_PROBLEM DESCRIPTION:_ The finished copy must match the records exactly, except that it contains no pictures.
= Beginning of Section =
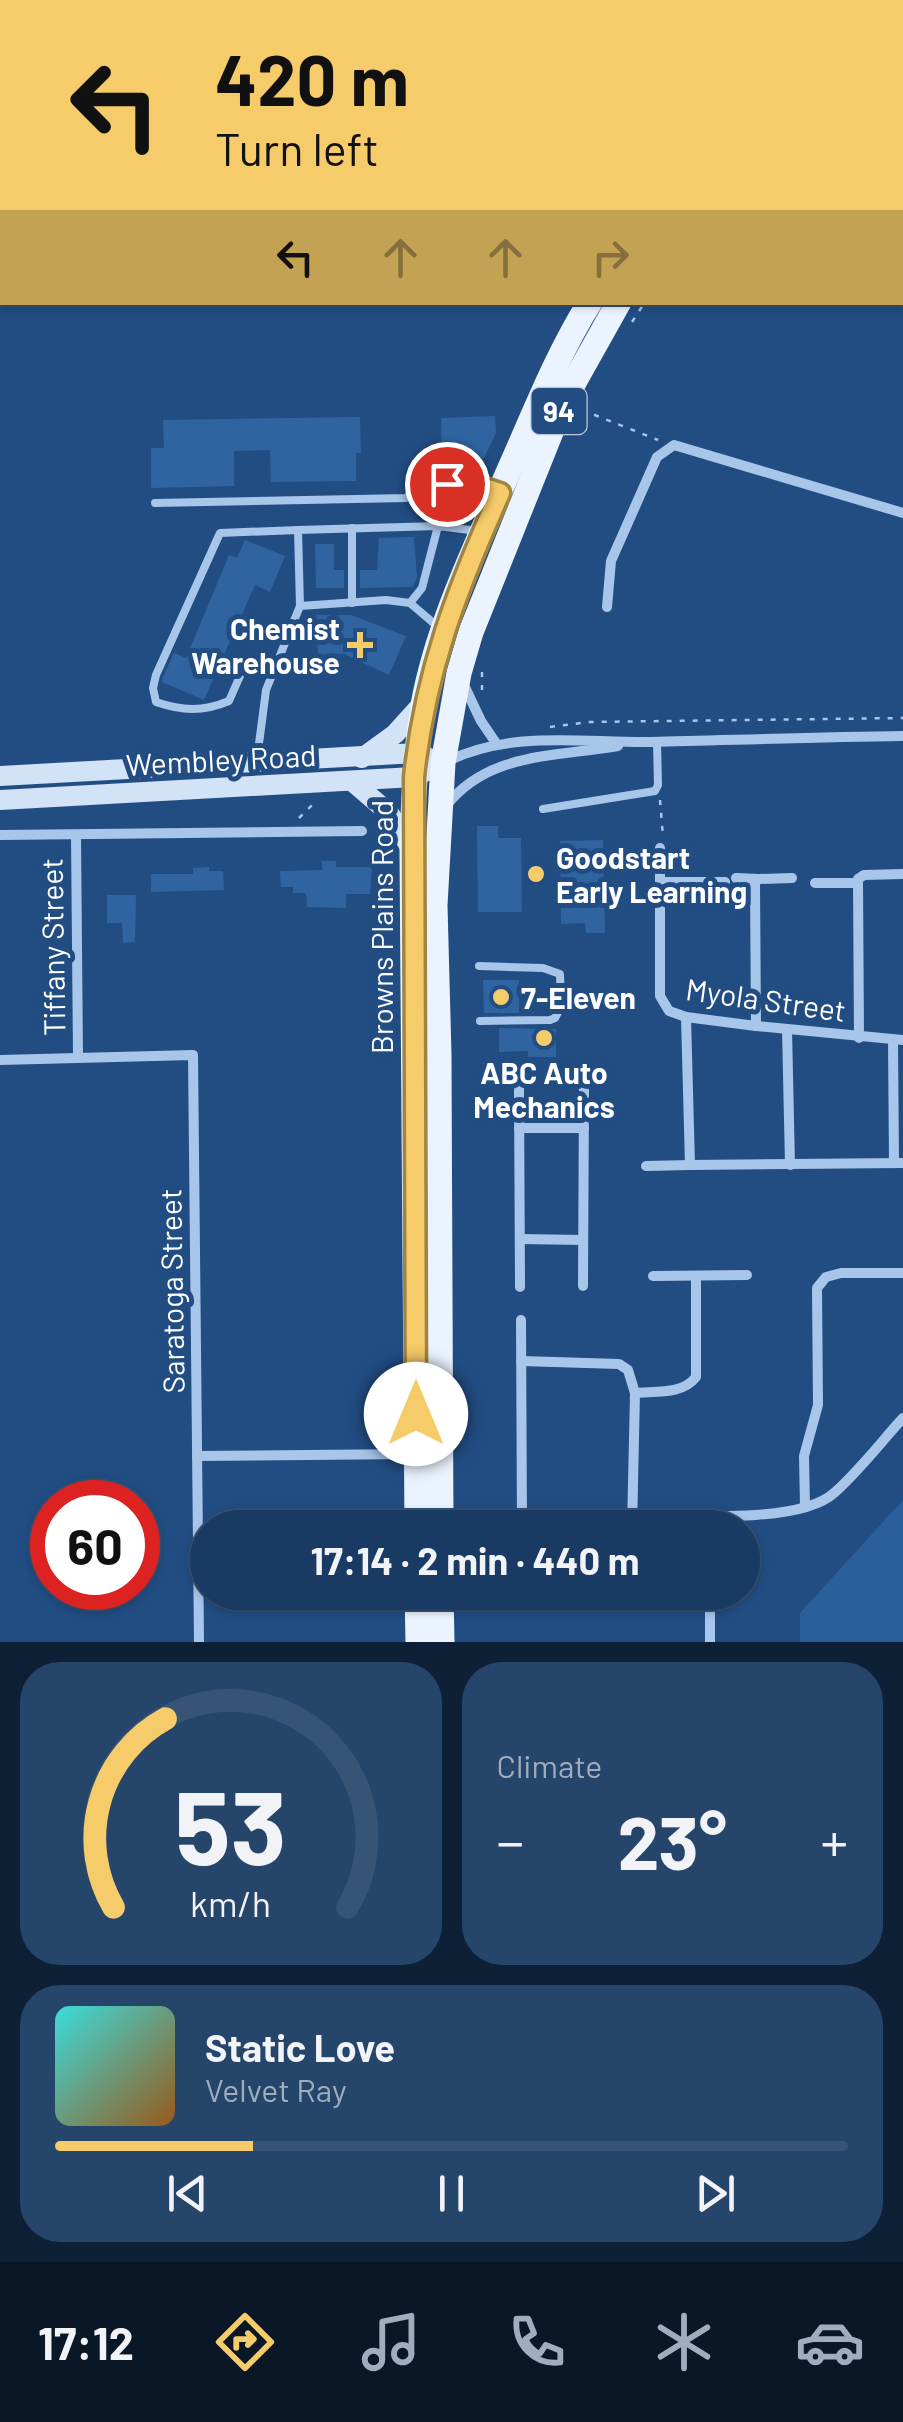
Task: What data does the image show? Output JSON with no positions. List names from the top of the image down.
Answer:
{
  "streets": {
    "main road": ["94", "Wembley Road", "Browns Plains Road"],
    "street": ["Tiffany Street", "Myola Street", "Saratoga Street"]
  },
  "crossings": [
    ["Wembley Road", "Browns Plains Road"],
    ["Tiffany Street", "Saratoga Street"]
  ],
  "places": {
    "health": ["Chemist Warehouse"],
    "other": ["Goodstart Early Learning", "7-Eleven", "ABC Auto Mechanics"]
  },
  "page": {
    "turn": ["420 m", "Turn left"],
    "limit": "60",
    "trip": "17:14 · 2 min · 440 m",
    "tile": "Climate",
    "heat": ["−", "23°", "+"],
    "song": ["Static Love", "Velvet Ray"],
    "tabs": "17:12",
    "gauge": ["53", "km/h"]
  }
}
= End of Section =
_ANSWER TO THE EXERCISE:_
Task: What data does the image show? Output JSON with no positions. List names from the top of the image down.
Answer:
{
  "streets": {
    "main road": ["94", "Wembley Road", "Browns Plains Road"],
    "street": ["Tiffany Street", "Myola Street", "Saratoga Street"]
  },
  "crossings": [
    ["Wembley Road", "Browns Plains Road"],
    ["Tiffany Street", "Saratoga Street"]
  ],
  "places": {
    "health": ["Chemist Warehouse"],
    "other": ["Goodstart Early Learning", "7-Eleven", "ABC Auto Mechanics"]
  },
  "page": {
    "turn": ["420 m", "Turn left"],
    "limit": "60",
    "trip": "17:14 · 2 min · 440 m",
    "tile": "Climate",
    "heat": ["−", "23°", "+"],
    "song": ["Static Love", "Velvet Ray"],
    "tabs": "17:12",
    "gauge": ["53", "km/h"]
  }
}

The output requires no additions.